For the occasion of PUP’s first-ever Kerrang! cover story, the band’s singer is interviewed a second time, this time alone. With fewer ears trained upon him, his words are delivered with a greater sense of freedom. By now he’s back in snowbound Toronto, in a room from which he seems content to reveal that he’s been “diagnosed with depression”. In earlier stages of his band’s career, Stefan says that he used “drugs and alcohol” as a means of coping with his condition. Not that he “was an addict or anything”, you understand, “but certainly [he] went through stages of doing too much of that”. It’s easily done, too, and not just by people with mental health diagnoses. Out on the road music-makers sit around “all day waiting for that hour-and-a-half [onstage] that’s going to be incredible”. Until it arrives, they’re “bored inside a [dressing] room that’s filled with booze”.
Stefan Babcock pauses, and asks, “You know?”

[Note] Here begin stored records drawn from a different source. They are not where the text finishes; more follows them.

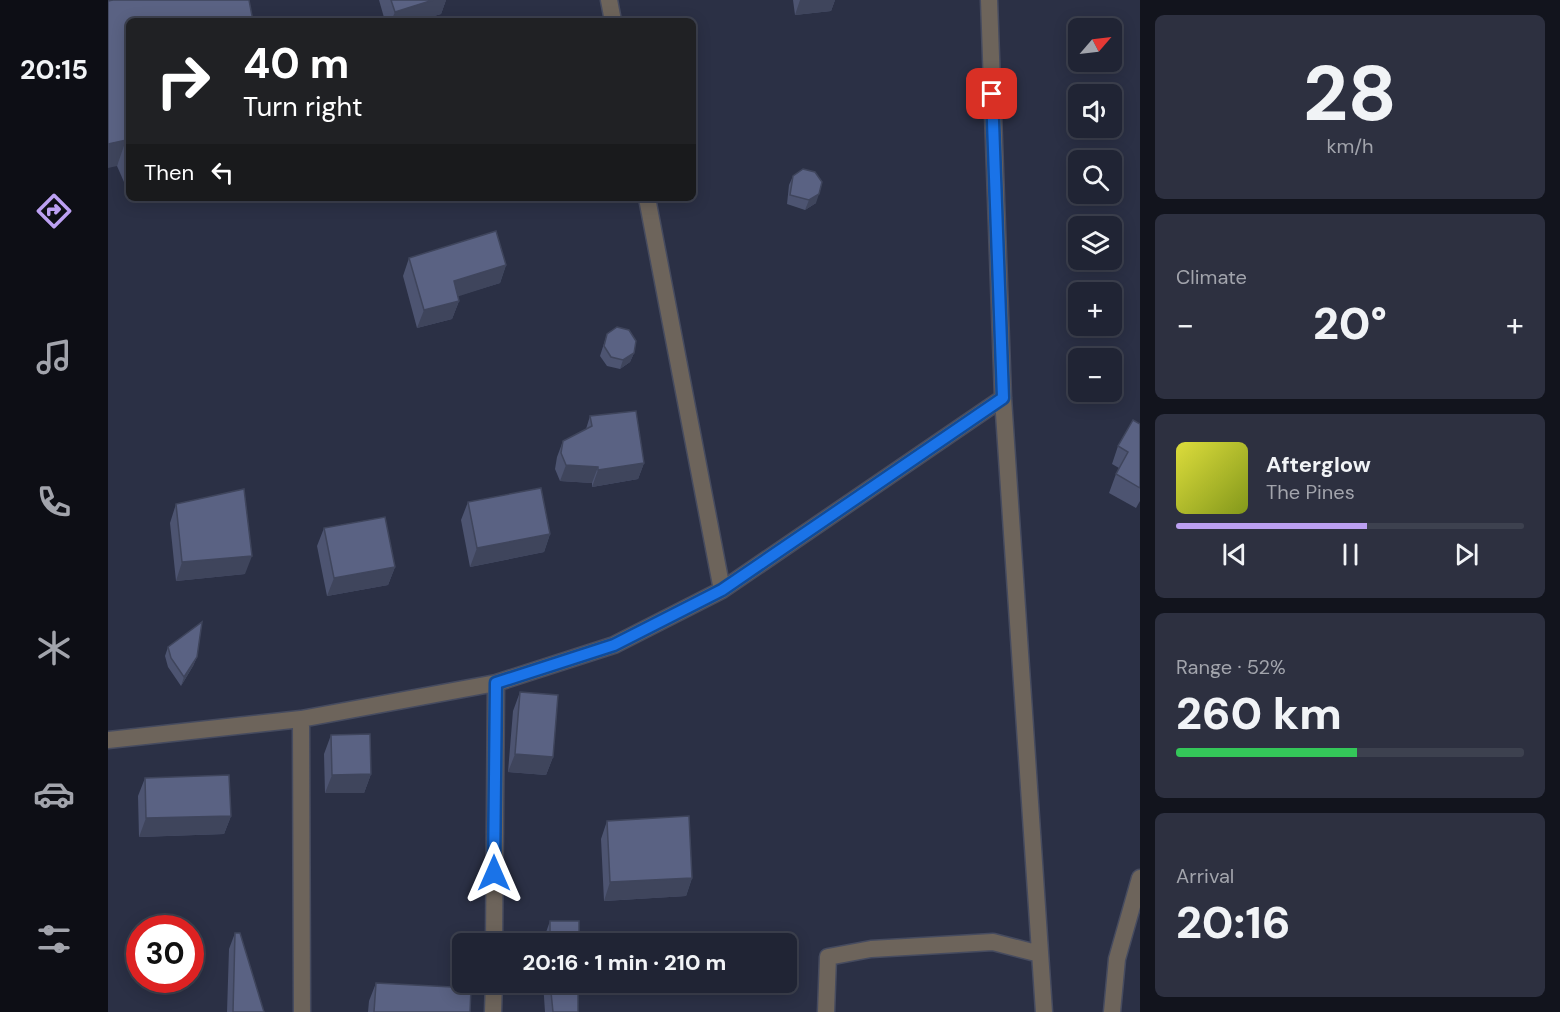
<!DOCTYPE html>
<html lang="en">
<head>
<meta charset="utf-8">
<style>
  :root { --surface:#202434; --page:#2d3040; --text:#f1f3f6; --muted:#a2a4ac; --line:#3d414f; --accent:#bca0f2 }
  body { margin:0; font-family:"DM Sans",sans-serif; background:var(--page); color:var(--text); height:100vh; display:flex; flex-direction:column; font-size:22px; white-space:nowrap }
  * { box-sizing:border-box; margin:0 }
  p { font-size:20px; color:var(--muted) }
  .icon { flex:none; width:33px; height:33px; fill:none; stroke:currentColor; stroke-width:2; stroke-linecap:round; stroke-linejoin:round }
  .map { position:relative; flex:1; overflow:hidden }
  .panel { display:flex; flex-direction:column; gap:15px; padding:15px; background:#12141d; width:420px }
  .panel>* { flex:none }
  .hud { position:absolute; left:18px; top:18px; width:570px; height:183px; border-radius:9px; box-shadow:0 3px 15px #0003,0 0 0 2px var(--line); background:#202124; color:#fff; overflow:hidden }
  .needle { width:39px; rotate:62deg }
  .tools { position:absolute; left:960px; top:18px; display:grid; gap:12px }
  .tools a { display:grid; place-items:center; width:54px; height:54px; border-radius:9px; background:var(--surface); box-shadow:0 3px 15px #0003,0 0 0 2px var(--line); font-size:30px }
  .speed { position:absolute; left:18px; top:915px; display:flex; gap:12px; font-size:30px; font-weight:700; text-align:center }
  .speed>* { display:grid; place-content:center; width:78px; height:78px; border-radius:50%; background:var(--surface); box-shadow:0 3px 15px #0003,0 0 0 2px var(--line); line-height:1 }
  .speed .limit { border:9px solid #d22; background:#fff; color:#111 }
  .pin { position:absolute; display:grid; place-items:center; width:51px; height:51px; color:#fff; margin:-26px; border-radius:12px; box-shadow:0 3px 9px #0006 }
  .me { position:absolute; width:66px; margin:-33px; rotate:0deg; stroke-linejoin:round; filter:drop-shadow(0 0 4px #0008) }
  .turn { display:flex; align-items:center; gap:21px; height:126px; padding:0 18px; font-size:27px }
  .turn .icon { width:78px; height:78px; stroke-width:2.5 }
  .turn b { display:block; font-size:42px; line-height:51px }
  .then { display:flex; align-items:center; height:57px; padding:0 18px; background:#0003; gap:12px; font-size:22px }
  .big { font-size:45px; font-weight:800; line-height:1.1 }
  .panel .card { flex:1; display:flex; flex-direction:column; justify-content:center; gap:9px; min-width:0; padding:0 21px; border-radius:9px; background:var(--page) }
  .panel .dial { align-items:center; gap:0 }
  .dial b { font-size:78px; line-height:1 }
  .song { display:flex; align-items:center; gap:18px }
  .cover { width:72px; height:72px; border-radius:9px; background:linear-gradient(135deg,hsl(60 70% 55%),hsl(70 70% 35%)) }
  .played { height:6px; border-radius:3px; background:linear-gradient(90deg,var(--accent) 55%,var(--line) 55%) }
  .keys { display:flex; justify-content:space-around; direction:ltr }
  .heat { display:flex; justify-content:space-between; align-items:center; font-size:33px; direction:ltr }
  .charge { height:9px; border-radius:4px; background:linear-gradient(90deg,#34c759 52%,var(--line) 0) }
  .trip { position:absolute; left:344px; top:933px; width:345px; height:60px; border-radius:9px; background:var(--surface); box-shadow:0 3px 15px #0003,0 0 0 2px var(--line); font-weight:800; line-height:60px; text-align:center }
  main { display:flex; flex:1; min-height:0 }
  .menu { display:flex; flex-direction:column; width:108px; justify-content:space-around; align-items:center; background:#0d0e15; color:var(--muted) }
  .menu .icon { width:42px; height:42px }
  .menu .current { color:var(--accent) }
  .menu b { font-size:27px; color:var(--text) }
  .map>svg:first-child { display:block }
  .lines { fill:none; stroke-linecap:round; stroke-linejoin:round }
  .minor-casing { stroke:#464b5f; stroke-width:19 }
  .tertiary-casing { stroke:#464b5f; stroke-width:19 }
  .minor { stroke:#6d645b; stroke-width:16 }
  .tertiary { stroke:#6d645b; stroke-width:16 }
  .wall { fill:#4d5471 }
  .shaded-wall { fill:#3f455c }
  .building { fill:#5a6283; stroke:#3f455c; stroke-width:1.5 }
  .route-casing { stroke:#114b97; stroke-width:15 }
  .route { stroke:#1a73e8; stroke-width:10 }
</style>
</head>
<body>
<main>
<nav class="menu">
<b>20:15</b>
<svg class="icon current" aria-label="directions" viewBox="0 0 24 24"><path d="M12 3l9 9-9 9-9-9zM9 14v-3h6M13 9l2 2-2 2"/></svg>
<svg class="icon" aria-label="music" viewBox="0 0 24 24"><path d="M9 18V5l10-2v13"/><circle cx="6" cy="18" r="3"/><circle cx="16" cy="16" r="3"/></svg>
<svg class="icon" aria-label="phone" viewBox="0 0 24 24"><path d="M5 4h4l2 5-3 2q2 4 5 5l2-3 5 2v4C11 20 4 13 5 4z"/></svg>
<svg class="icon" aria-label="climate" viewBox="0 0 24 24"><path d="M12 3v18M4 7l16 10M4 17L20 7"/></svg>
<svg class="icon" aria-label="car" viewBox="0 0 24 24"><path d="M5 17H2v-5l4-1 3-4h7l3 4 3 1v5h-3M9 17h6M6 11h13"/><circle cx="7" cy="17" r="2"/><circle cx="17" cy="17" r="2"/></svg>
<svg class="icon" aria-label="filters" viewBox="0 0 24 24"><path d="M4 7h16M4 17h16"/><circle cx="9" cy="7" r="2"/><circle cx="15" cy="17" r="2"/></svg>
</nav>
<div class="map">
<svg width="1032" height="1012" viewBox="0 0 1032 1012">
  <rect width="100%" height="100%" fill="#2b3045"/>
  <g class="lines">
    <defs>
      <path id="minor" d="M501,0L505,21
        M881,0L895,398L936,1012
        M539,198L614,590
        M193,719L194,1012
        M0,740L193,719L388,683L506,645L614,590L895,398
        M386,944L388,683
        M385,1012L386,982
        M718,1012L720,957L763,949L885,942L932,954"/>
      <path id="tertiary" d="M1004,1012L1009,959L1032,878"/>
    </defs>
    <!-- minor casing -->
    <use href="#minor" class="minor-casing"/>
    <!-- tertiary casing -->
    <use href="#tertiary" class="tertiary-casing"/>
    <!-- minor -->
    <use href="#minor" class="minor"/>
    <!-- tertiary -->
    <use href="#tertiary" class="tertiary"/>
  </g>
  <!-- wall -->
  <path class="wall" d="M271,0H338L333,14L309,21H277Z
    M685,0H727L723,11L687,15Z
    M21,21V181L16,182L9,166Z
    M685,176L708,203L697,210L679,204L681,185Z
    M301,258L398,265L392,283L349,296L351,301L344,319L309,328L295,276Z
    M499,334L526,353L522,362L512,369L499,366L492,356Z
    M482,416L536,463L530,479L484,487V483L452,481L447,469L449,457L455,441L478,429Z
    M1032,424V501L1028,508L1001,493L1008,474L1011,468L1004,464L1010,446Z
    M360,502L442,534L436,552L362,567L353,520Z
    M68,504L137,574L68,581L62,523Z
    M216,528L287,567L280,585L219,596L209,546Z
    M60,647L89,657L85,666L73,686L60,667L57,656Z
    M412,692L445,757L438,775L400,772L405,711Z
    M223,735L263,774L256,793H217L216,754Z
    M37,778L123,816L116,834L31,837L30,796Z
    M499,821L584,878L578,896L496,901L493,839Z
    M442,921L471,944H436V938Z
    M127,933L156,1012H119L121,949Z
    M435,982H470V1012H437Z
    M268,983L362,1012H260L261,1001Z"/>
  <!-- shaded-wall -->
  <path class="shaded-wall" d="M325,0H338L333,14L309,21H283L287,12Z
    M692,0H727L723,11L687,15Z
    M18,140L9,166L0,168V144Z
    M21,169V181L16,182Z
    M711,194L708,203L697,210L701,200Z
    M398,265L392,283L339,300L346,281Z
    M351,301L344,319L309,328L316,310Z
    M526,353L522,362L512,369L515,360Z
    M536,463L530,479L484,487L490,470Z
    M458,465L490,467L484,483L452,481Z
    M442,534L436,552L362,567L369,548Z
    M144,556L137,574L68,581L74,562Z
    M287,567L280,585L219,596L226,578Z
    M89,657L85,666L73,686L76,677Z
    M407,754L445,757L438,775L400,772Z
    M263,774L256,793H217L224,775Z
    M123,816L116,834L31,837L38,818Z
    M584,878L578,896L496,901L502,882Z"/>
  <!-- building -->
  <path class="building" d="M5,0H141L145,21H21V146L18,140L0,144V1Z
    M283,0H325L287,12Z
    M695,169L707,172L714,182L711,194L701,200L682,195L685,176Z
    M388,231L398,265L346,281L351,301L316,310L301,258Z
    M509,327L521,330L528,341L526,353L515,360L503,357L496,346L499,334Z
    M528,411L536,463L490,470V467L458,465L453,453L455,441L484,426L482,416Z
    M1025,420L1032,424V488L1008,474L1020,452L1010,446Z
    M433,488L442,534L369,548L360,502Z
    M136,489L144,556L74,562L68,504Z
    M277,517L287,567L226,578L216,528Z
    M94,622L89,657L76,677L63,658L60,647Z
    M412,692L450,695L445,757L407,754Z
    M262,734L263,774L224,775L223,735Z
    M121,775L123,816L38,818L37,778Z
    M581,816L584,878L502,882L499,821Z
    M442,921H471V944H442Z
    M127,933H132L156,1012H125Z
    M442,982H470V1012H445Z
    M268,983L363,988L362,1012H266Z"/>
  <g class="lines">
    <defs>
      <path id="route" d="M386,873L388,683L506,645L614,590L895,398L884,94"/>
    </defs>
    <!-- route casing -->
    <use href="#route" class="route-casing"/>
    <!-- route -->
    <use href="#route" class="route"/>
  </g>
</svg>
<div class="tools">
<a><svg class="needle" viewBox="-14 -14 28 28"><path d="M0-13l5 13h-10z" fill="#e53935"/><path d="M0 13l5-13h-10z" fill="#a2a4ac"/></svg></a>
<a><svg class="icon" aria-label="sound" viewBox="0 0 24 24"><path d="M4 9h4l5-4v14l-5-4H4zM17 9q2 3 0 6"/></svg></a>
<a><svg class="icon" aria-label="search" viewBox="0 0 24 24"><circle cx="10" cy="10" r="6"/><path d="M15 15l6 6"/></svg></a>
<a><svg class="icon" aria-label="layers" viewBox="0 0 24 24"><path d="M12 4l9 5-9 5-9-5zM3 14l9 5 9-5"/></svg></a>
<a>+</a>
<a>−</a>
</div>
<div class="speed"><div class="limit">30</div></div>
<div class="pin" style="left:884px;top:94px;background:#d93025"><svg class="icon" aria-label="arrive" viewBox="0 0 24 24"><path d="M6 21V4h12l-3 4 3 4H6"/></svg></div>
<svg class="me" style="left:386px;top:873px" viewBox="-20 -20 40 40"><path d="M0-17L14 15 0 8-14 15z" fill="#1a73e8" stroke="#fff" stroke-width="4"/></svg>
<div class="trip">20:16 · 1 min · 210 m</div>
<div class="hud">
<div class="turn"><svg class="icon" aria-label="right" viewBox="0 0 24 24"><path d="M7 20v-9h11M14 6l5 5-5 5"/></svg><div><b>40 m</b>Turn right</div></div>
<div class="then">Then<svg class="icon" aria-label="left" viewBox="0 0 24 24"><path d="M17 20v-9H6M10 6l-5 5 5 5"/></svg></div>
</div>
</div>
<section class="panel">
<div class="card dial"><b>28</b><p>km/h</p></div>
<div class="card"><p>Climate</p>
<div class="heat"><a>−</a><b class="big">20°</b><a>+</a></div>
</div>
<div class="card">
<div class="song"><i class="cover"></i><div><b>Afterglow</b><p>The Pines</p></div></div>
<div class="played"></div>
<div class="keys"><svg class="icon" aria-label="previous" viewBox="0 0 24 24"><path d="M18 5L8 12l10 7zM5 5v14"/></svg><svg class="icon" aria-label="pause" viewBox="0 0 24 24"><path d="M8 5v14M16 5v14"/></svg><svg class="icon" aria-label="next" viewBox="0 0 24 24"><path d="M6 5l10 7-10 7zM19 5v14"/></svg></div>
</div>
<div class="card"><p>Range · 52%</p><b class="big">260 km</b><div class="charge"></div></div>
<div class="card"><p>Arrival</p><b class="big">20:16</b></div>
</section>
</main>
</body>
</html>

He says that “most of the time, with the depression I face, it’s hard to convince myself that I want to go onstage. But I know that I have to. [Then] as soon as I step out there the adrenaline kicks in and it becomes an escape. And it’s almost always – almost always – a really wonderful experience that helps to level me out when I get offstage. I feel different. It’s the same endorphin rush as exercising. If you’re feeling bummed out, the last thing you want to do is go out and go running, or whatever. But if you can force yourself to do that, chances are, when you’re done doing that, you’re going to be in a different mental space, and probably a better one. It’s the same idea [playing live] except there’s a lot more emotional release tied up in it.”
Well, yes, when you put it like that. Certainly, Stefan’s words pile flesh on the bones of his statement about the pandemic being “a little bit of a blessing”. In understanding this, it’s helpful, perhaps, to think of bands as machines of perpetual motion. Either they’re writing or recording songs, or else they’re preparing to do so; if they’re not on the road, they’re planning the next tour. Rarely does it stop completely. As well as much else, the constrictions of Canada’s severe COVID protocols meant that “going into the [new album]” the singer was “mentally” – cue a three-second pause – “in a better place” than he had been before. “I wouldn’t say I was in a good place, but I was in a better place.”
And now that it’s finished? Now that The Unraveling Of PUPTHEBAND actually exists?
“I do feel right now I’m in a better place than I’ve been since I was 12,” is the answer. “I think it just came with age and experimenting and finding the things that work for me, and the things that are good for me… [Because] now, although the demon is always over [my] shoulder, it’s much easier now for me to keep him there.”